晋太郎が江戸の両親の許へいくと子供心に云うのも、志保の膝元に留まりたいというのは弱い心だ、というのです。志保の真実の心が晋太郎に引き継がれていることに志保は満足します。

しかし、幕府の大目付らが村塾にやってきて「上意である、神妙になされい」といって杉田庄三郎ら塾生を捕縛しようとします。庄三郎は同志に向かって上意を受けるように云い、大剣を差し出します。別れ際に志保に向かって庄三郎は云います。
「ご迷惑をおかけしました、志保どの、」
「長い間お世話になりましたが、たぶんこれでもうお眼にかかることはないでしょう」
「ほかに心残りはありませんが、今年の菊を見られないのが残念です、」
「では、、ご機嫌よう、、」

心に残る一冊 その149 「やぶからし」 その六 避けぬ三左

駿河国府中の城下街で、小具足をつけた三人の若者がひそひそと囁いています。大手筋の方から、ひとりの大きな男がやって来ます。眉が太く、口の大きな、おそろしく顎骨の張ったいかつい顔です。眼だけは不釣り合いに小さいのですが、柔和なひかりを帯びています。徳川家康の武将、榊原康政の家臣の一人、国吉三左衛門常信です。いつもは向こうから来る人であろうと、戦で矢弾丸だろうとなんであろうと、避けないので「避けぬ三左」と呼ばれています。雨の日でも雪の日でも傘や簑をつけません。「ああ、いい天気だな」というほどです。それでこの綽名がついています。

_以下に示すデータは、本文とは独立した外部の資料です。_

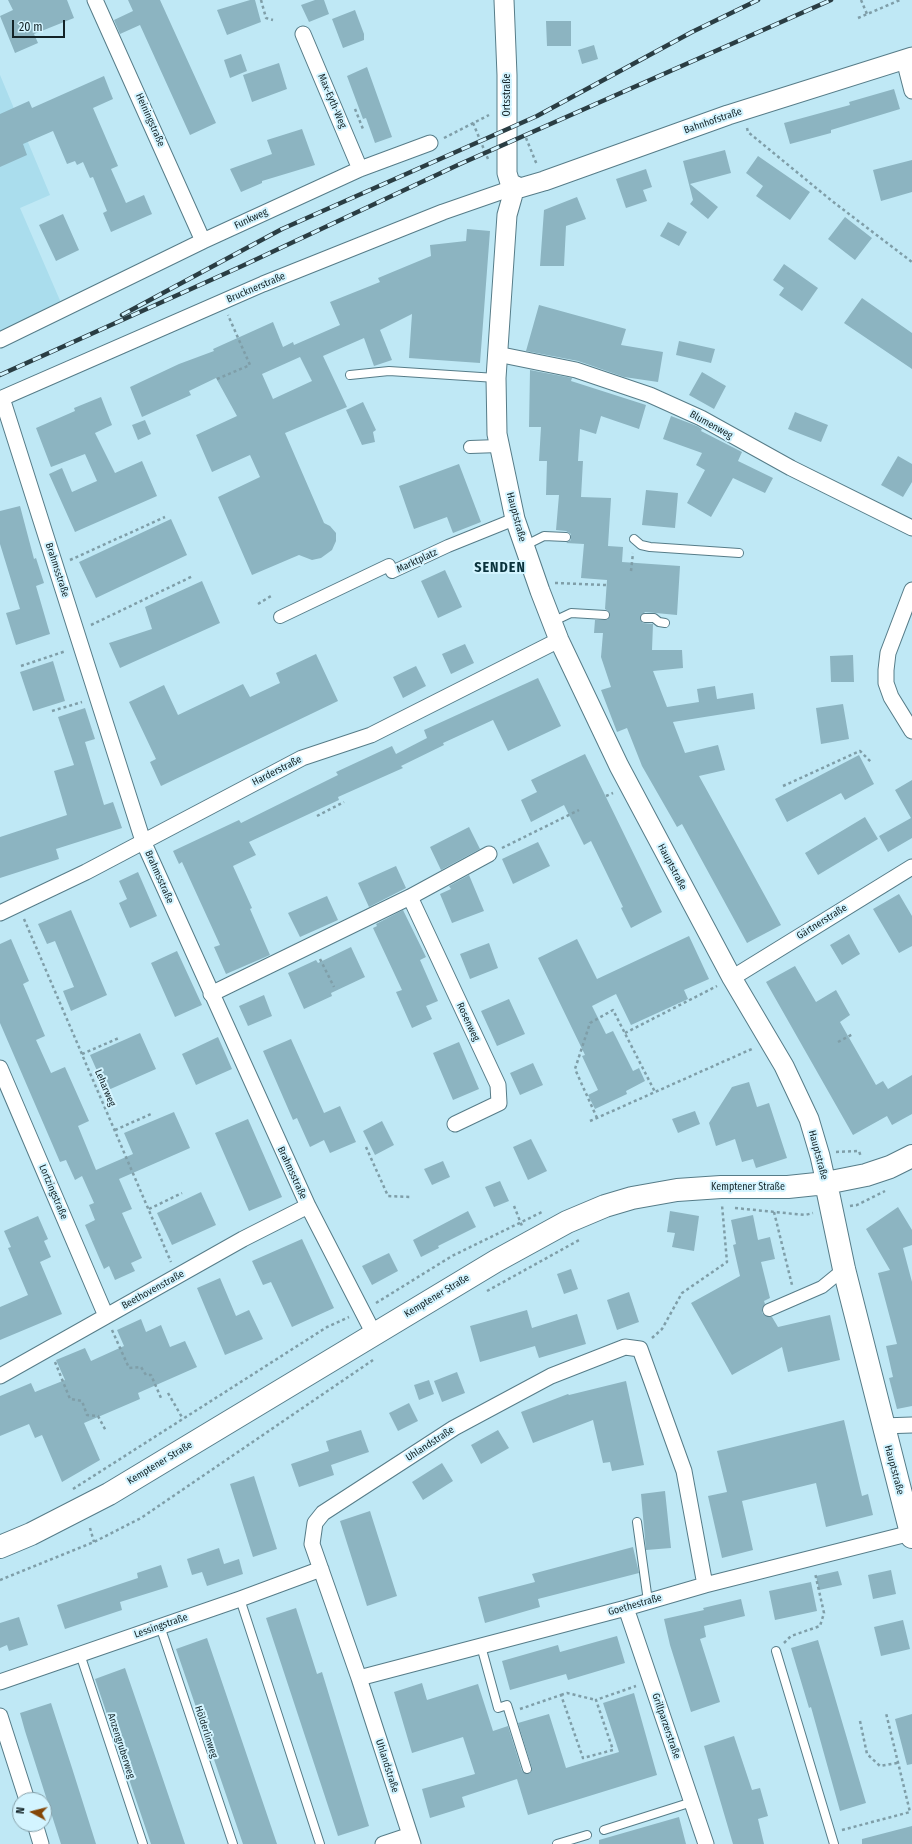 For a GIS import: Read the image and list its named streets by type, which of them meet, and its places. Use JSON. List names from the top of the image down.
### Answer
{
  "streets": {
    "main road": ["Hauptstraße", "Kemptener Straße"],
    "street": [
      "Ortsstraße",
      "Max-Eyth-Weg",
      "Heiningstraße",
      "Bahnhofstraße",
      "Funkweg",
      "Brucknerstraße",
      "Blumenweg",
      "Marktplatz",
      "Brahmsstraße",
      "Harderstraße",
      "Gärtnerstraße",
      "Rosenweg",
      "Lortzingstraße",
      "Beethovenstraße",
      "Uhlandstraße",
      "Goethestraße",
      "Lessingstraße",
      "Grillparzerstraße"
    ],
    "lane": ["Hölderlinweg", "Anzengruberweg"],
    "path": ["Leharweg"]
  },
  "crossings": [
    ["Ortsstraße", "Bahnhofstraße"],
    ["Ortsstraße", "Brucknerstraße"],
    ["Ortsstraße", "Hauptstraße"],
    ["Max-Eyth-Weg", "Funkweg"],
    ["Heiningstraße", "Funkweg"],
    ["Bahnhofstraße", "Brucknerstraße"],
    ["Bahnhofstraße", "Hauptstraße"],
    ["Brucknerstraße", "Hauptstraße"],
    ["Brucknerstraße", "Brahmsstraße"],
    ["Blumenweg", "Hauptstraße"],
    ["Hauptstraße", "Marktplatz"],
    ["Hauptstraße", "Harderstraße"],
    ["Hauptstraße", "Gärtnerstraße"],
    ["Hauptstraße", "Kemptener Straße"],
    ["Hauptstraße", "Goethestraße"],
    ["Brahmsstraße", "Harderstraße"],
    ["Brahmsstraße", "Kemptener Straße"],
    ["Brahmsstraße", "Beethovenstraße"],
    ["Harderstraße", "Leharweg"],
    ["Leharweg", "Beethovenstraße"],
    ["Lortzingstraße", "Beethovenstraße"],
    ["Uhlandstraße", "Goethestraße"],
    ["Uhlandstraße", "Lessingstraße"],
    ["Goethestraße", "Grillparzerstraße"],
    ["Lessingstraße", "Hölderlinweg"],
    ["Lessingstraße", "Anzengruberweg"]
  ],
  "districts": ["SENDEN"],
  "scale_bar": "20 m",
  "north": "left"
}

三左に突然憂うつが襲うのです。大橋弥左衛門という榊原家の年寄がいます。槍組の侍大将です。三左は、弥左衛門に鷲尾家の小萩という娘を妻にしたいと仲立ちを依頼します。しかし、実のところ小萩なる娘がいかなるものかを知らないのに結婚を決意するするのです。それは小田原評定後、徳川家が関東に移封されれば、家康の天下統一は三左の孫子の代の先になるのではと心配し、あえて出陣前に妻を娶ろうときめるのです。

箱根や鷹巣城攻めに加わった三左は、例の矢弾丸を避けぬ戦法で先陣にたって名乗りを上げます。
「城の大将にもの申す、山中城すでに落ちた」
「守将松田どのはじめ諸武将それぞれ討ち死にされた、早く城門を開いて降伏せられよ」

とたんに敵城方から射かけられた矢が三左の体へ突き刺さります。彼はそれでもぐっと槍をつかみ、城門へと悠々と大股で前身します。これを見た敵兵は恐怖にうたれ、動揺がおこります。その動揺はそのまま大きく敗走へと向かいます。榊原軍は一斉攻撃にうつり、難なく落城させてしまいます。

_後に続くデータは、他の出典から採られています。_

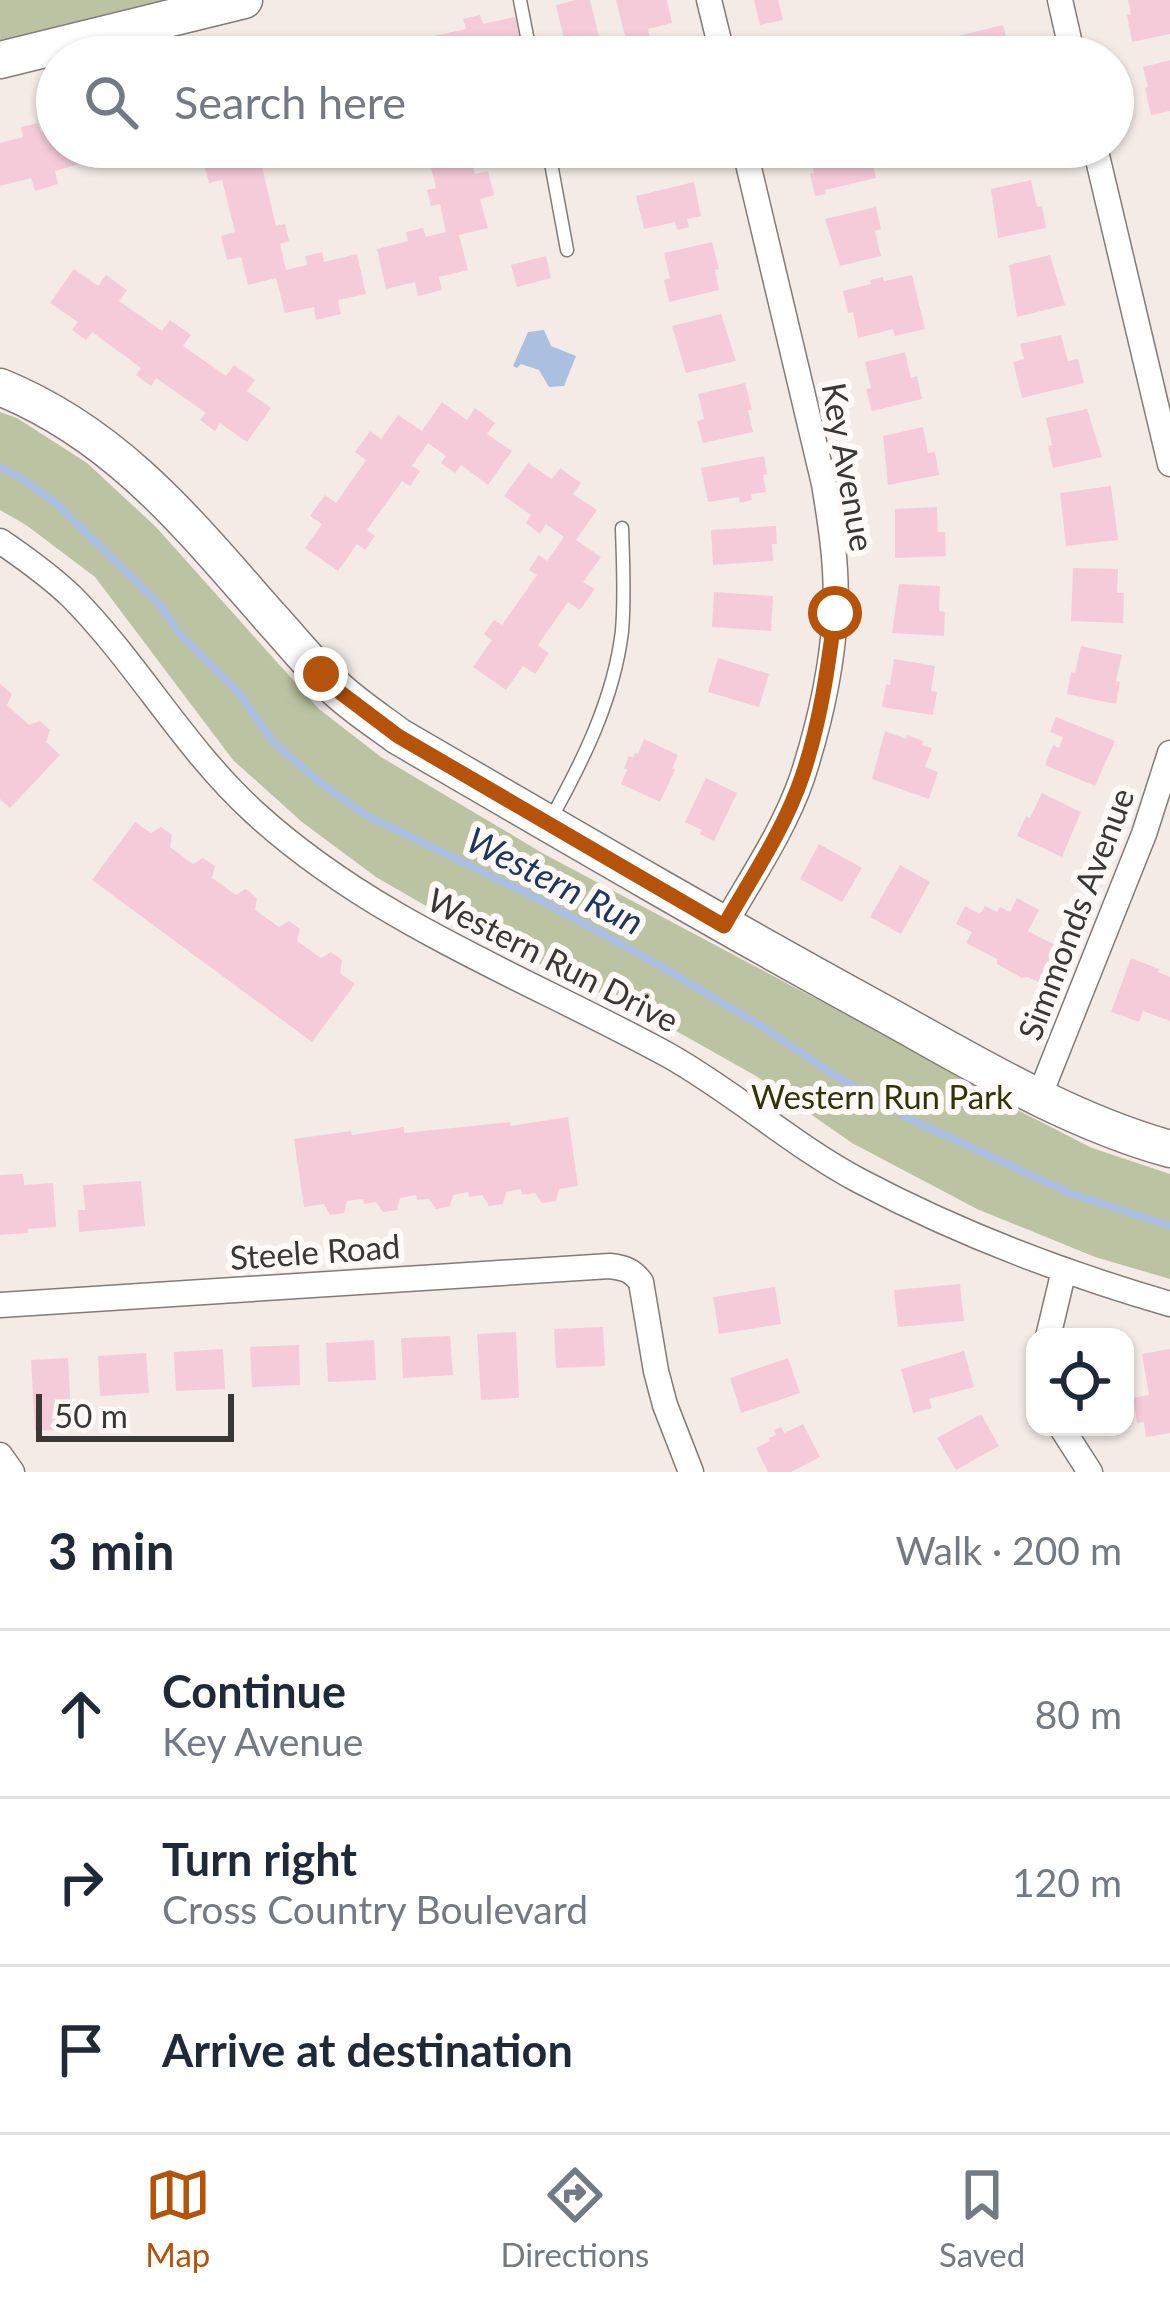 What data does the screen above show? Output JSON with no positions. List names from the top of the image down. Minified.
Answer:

主君榊原康政に助けられた三左は、小田原城を見たいと願い出ます。城が指呼にあり、相模野が広がります。じっと眼を凝らして晴れやかにいいます。
「ああ、いい天気だな、、」

絶えてひさしい三左の言葉に、周りの兵たちはいいます。
「鷲尾の小萩どのを見たらもっといい天気だろうぜ、、」
「なにしろあのひとが駿府のかぐや姫といわれる佳人だとは、彼はまだ知らずにいるのだから」

短期決戦否定の戦争観と粘り強く天下制覇を果たした家康ごのみの色彩がはっきりと現れる作品です。

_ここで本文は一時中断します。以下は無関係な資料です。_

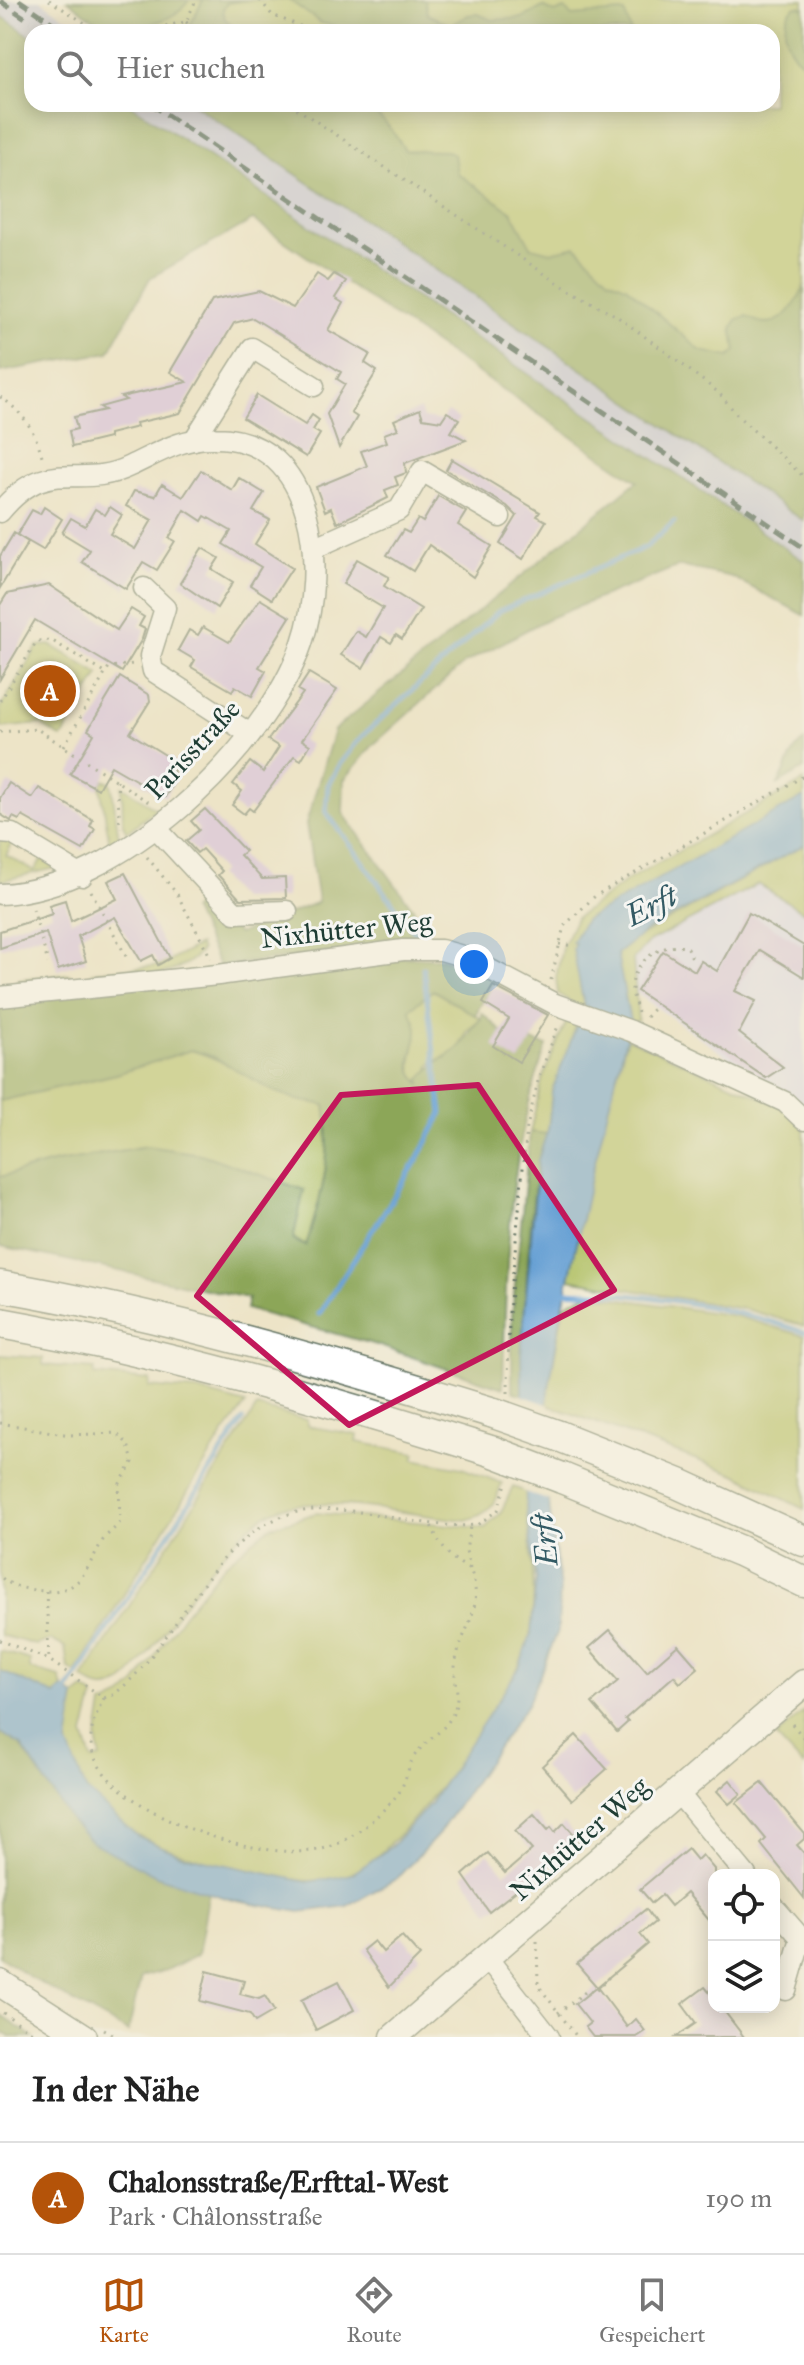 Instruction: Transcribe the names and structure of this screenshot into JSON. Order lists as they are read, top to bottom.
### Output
{
  "streets": {
    "main road": ["Nixhütter Weg"],
    "street": ["Parisstraße"]
  },
  "water": ["Erft"],
  "page": {
    "search": "Hier suchen",
    "pins": "A",
    "heading": "In der Nähe",
    "list": [
      {
        "mark": "A",
        "name": "Chalonsstraße/Erfttal-West",
        "note": "Park · Châlonsstraße",
        "value": "190 m"
      }
    ],
    "nav": ["Karte", "Route", "Gespeichert"]
  }
}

心に残る一冊 その148  「やぶからし」 その五 鉢の木

主人公の壱式四郎兵衛は元鳥居元忠の家臣です。主君から不興を買い琵琶湖近くに隠棲しています。そして勘当の許しを待っています。妹、萩尾の結婚のことで土地の豪族の当主である佐伯又左衛門と諍いを起こします。それは、又左衛門が萩尾を妻にと四郎兵衛に望むのですが、四郎兵衛から婉曲に断られたのが原因です。

四郎兵衛は籔下の家で賃取りの箭竹つくっているのですが、生活苦は一段ときびしくなります。折から、又左衛門は家康が上杉征伐に出陣のあと、伏見城の留守を預かった鳥居元忠ら1,800人が、石田三成軍ら四万人の軍勢に取り囲まれていることをしります。そして馬を曳き、鎧兜を負って四郎兵衛宅に駆けつけ、出陣の餞けとして贈ります。勘当の許しが届かないのは、元忠が敵に包囲されたためでした。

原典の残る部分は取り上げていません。